**What is needed**
The records below are split into lines. How many of those lines contain the string "stream"? Reply with the number only.

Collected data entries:
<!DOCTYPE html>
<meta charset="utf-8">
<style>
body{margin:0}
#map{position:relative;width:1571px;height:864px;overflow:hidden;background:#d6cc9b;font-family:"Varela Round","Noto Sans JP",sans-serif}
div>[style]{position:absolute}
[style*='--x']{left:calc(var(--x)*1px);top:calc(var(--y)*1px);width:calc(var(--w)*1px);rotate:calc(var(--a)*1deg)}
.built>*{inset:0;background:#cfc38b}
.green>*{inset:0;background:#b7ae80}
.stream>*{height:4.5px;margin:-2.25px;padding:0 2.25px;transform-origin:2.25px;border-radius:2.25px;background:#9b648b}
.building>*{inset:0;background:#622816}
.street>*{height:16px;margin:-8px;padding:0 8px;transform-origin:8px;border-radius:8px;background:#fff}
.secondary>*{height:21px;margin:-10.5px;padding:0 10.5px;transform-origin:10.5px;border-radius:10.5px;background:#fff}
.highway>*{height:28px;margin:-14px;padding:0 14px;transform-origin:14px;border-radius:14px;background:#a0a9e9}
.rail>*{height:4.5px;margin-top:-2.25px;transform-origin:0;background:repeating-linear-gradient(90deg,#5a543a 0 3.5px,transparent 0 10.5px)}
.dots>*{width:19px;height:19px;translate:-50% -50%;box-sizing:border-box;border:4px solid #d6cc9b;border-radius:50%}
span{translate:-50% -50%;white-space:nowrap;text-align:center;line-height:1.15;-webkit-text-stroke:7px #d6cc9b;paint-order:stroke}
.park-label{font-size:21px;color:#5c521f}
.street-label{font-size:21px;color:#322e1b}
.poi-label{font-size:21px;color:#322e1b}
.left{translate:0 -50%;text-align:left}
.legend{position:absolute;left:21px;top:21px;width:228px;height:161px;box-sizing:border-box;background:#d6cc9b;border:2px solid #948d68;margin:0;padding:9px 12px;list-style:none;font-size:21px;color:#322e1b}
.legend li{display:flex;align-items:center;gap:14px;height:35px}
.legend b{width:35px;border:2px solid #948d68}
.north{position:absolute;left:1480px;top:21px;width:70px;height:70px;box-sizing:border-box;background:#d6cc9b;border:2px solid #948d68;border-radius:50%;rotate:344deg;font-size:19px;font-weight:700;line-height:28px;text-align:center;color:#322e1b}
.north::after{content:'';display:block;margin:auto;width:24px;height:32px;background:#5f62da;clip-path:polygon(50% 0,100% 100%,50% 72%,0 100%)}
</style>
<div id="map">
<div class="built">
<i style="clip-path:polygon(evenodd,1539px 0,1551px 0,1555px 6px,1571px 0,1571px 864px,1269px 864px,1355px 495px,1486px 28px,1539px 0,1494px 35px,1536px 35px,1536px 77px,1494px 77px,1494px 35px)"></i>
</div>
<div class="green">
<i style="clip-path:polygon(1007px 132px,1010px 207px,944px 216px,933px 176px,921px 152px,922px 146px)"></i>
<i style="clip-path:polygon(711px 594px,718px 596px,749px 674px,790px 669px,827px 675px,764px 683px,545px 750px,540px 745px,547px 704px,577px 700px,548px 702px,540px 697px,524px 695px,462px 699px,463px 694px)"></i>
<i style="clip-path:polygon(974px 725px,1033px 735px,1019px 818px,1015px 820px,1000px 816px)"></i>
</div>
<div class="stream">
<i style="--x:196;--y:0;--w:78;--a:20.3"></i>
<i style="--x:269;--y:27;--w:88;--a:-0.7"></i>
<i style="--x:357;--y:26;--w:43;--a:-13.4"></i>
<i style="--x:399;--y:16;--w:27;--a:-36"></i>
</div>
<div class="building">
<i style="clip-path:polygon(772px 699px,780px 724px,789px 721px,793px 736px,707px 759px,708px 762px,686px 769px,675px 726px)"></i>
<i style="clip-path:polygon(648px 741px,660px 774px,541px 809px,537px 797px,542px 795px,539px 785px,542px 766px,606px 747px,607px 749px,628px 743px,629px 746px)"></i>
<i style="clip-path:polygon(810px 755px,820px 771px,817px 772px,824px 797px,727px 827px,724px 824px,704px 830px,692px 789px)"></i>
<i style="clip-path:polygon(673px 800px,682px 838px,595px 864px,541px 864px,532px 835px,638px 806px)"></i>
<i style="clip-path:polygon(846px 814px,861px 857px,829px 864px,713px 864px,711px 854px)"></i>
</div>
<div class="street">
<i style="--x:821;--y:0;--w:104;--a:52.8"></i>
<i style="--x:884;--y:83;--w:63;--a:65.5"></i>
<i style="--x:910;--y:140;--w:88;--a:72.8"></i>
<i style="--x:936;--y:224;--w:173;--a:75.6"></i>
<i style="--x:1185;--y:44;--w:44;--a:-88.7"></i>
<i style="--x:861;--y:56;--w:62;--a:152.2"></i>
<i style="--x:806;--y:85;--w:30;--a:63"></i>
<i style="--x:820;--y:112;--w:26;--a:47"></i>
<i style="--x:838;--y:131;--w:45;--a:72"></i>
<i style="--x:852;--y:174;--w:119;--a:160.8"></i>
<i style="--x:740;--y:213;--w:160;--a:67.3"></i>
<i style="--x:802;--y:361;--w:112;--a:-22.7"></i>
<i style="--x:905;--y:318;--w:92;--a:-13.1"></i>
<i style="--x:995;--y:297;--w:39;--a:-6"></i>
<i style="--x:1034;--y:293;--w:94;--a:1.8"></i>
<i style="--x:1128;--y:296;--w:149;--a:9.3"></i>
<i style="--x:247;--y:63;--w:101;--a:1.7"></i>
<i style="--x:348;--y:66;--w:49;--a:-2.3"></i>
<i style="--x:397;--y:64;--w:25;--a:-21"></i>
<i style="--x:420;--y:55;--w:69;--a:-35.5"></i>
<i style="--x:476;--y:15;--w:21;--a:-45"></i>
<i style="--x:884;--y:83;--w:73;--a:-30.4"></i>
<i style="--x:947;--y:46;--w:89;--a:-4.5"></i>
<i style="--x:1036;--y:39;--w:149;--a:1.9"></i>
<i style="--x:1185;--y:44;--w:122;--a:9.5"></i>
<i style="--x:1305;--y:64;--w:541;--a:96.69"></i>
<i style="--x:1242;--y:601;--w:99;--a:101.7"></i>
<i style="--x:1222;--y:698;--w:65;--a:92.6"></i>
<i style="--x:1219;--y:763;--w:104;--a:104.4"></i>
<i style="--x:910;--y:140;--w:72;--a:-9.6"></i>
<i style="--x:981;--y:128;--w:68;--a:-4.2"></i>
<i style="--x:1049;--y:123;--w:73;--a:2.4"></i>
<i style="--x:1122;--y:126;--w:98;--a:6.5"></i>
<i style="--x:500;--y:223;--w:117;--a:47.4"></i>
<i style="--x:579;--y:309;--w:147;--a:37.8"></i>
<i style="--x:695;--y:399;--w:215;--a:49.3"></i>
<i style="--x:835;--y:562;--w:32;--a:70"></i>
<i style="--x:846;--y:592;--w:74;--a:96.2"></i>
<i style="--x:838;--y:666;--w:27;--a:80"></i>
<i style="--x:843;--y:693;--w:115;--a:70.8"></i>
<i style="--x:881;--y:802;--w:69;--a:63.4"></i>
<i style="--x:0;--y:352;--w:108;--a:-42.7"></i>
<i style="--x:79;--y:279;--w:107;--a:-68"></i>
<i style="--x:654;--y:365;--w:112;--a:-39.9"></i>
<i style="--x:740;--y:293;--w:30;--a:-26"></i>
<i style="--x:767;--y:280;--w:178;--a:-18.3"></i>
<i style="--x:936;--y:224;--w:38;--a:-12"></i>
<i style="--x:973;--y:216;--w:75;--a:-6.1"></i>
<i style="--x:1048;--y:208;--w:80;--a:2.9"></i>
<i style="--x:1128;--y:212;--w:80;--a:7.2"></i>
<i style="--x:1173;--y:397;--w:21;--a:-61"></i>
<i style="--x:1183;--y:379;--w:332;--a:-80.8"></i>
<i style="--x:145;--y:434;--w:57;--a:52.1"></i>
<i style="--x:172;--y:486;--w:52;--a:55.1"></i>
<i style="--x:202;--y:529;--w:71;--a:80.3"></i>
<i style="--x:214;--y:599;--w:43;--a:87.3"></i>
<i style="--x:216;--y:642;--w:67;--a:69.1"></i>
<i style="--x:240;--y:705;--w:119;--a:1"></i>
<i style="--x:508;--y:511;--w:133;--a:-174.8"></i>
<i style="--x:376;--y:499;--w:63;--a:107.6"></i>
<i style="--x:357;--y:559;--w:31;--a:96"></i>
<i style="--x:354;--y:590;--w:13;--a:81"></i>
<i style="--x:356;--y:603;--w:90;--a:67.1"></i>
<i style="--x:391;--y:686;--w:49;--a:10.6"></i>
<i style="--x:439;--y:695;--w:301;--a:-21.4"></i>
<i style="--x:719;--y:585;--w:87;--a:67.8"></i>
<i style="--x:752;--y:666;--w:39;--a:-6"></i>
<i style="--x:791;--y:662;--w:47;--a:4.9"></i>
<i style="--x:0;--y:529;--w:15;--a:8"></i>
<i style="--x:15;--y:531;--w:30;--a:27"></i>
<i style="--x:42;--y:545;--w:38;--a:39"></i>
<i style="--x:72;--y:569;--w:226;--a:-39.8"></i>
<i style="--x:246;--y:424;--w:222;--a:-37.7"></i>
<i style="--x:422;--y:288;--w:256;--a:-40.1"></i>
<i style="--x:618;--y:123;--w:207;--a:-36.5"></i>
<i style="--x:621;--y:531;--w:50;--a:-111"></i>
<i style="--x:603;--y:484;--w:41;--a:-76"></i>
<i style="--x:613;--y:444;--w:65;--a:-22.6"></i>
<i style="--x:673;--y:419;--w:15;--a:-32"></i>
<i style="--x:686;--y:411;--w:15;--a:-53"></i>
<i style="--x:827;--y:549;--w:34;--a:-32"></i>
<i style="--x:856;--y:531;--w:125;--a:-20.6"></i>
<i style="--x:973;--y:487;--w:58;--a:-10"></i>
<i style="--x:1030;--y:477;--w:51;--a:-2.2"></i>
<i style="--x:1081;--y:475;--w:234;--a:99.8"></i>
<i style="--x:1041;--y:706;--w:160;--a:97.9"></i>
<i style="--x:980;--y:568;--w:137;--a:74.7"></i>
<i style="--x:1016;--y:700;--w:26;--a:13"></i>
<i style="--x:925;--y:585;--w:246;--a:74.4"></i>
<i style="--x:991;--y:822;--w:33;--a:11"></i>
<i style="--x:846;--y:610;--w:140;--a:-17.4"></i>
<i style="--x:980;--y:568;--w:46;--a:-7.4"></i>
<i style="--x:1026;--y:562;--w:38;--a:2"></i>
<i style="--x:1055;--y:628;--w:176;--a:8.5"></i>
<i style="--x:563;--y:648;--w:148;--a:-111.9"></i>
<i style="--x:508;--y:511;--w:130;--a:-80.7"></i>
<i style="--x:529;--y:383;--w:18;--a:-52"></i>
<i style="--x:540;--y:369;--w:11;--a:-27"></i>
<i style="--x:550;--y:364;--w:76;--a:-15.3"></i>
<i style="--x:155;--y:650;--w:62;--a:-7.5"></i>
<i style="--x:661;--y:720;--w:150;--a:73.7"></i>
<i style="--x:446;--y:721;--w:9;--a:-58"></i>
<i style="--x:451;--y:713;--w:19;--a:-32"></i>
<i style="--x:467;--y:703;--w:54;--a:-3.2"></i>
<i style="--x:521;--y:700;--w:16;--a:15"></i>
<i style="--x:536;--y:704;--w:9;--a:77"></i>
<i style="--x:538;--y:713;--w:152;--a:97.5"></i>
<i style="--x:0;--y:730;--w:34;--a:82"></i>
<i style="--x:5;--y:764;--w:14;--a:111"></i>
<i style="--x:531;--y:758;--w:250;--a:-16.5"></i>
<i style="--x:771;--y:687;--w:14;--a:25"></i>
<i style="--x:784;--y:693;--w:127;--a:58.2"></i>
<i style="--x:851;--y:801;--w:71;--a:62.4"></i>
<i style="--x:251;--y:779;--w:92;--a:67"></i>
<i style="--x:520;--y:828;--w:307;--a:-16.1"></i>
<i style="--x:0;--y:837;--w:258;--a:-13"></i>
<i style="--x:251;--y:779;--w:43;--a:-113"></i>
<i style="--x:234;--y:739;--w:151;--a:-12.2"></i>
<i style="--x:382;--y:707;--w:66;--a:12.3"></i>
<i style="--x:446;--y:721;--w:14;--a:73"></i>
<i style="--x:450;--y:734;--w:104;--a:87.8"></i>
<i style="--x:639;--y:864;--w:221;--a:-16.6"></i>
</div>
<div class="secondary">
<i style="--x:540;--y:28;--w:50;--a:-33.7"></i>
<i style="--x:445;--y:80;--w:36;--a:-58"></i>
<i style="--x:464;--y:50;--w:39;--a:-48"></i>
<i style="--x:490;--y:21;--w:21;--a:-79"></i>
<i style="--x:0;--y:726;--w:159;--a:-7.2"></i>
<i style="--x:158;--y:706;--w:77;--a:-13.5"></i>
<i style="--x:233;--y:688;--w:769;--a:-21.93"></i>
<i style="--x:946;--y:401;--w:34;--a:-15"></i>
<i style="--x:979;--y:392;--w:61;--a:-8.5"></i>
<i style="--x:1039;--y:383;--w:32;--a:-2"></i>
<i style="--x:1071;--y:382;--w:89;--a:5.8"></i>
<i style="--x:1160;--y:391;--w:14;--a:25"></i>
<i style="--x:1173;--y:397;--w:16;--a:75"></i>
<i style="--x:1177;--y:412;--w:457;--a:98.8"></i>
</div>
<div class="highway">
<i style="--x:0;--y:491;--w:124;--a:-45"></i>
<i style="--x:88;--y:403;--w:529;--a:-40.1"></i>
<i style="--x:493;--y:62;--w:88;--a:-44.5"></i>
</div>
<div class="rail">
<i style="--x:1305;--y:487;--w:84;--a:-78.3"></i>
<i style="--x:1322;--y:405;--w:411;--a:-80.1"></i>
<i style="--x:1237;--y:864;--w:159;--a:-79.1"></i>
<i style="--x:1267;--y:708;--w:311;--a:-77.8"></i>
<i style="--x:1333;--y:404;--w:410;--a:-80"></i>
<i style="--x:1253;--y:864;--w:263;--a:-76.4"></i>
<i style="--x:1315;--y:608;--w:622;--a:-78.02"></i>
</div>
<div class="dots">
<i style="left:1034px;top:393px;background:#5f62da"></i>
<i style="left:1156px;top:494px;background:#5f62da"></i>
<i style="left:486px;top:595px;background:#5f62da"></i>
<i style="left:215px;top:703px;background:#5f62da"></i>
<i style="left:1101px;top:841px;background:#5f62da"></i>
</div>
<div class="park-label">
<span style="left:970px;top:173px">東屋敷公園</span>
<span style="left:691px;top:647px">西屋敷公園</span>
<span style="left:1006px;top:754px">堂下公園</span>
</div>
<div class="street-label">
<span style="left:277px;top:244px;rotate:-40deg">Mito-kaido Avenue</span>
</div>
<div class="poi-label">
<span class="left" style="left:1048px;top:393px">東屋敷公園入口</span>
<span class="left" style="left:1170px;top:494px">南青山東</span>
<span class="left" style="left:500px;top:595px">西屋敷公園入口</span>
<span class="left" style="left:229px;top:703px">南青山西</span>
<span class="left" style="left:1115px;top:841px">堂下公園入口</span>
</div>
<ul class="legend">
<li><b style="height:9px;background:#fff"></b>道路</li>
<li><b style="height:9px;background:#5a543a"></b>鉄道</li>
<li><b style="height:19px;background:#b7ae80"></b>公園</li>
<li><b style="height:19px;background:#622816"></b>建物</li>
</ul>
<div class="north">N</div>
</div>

**Solution**
2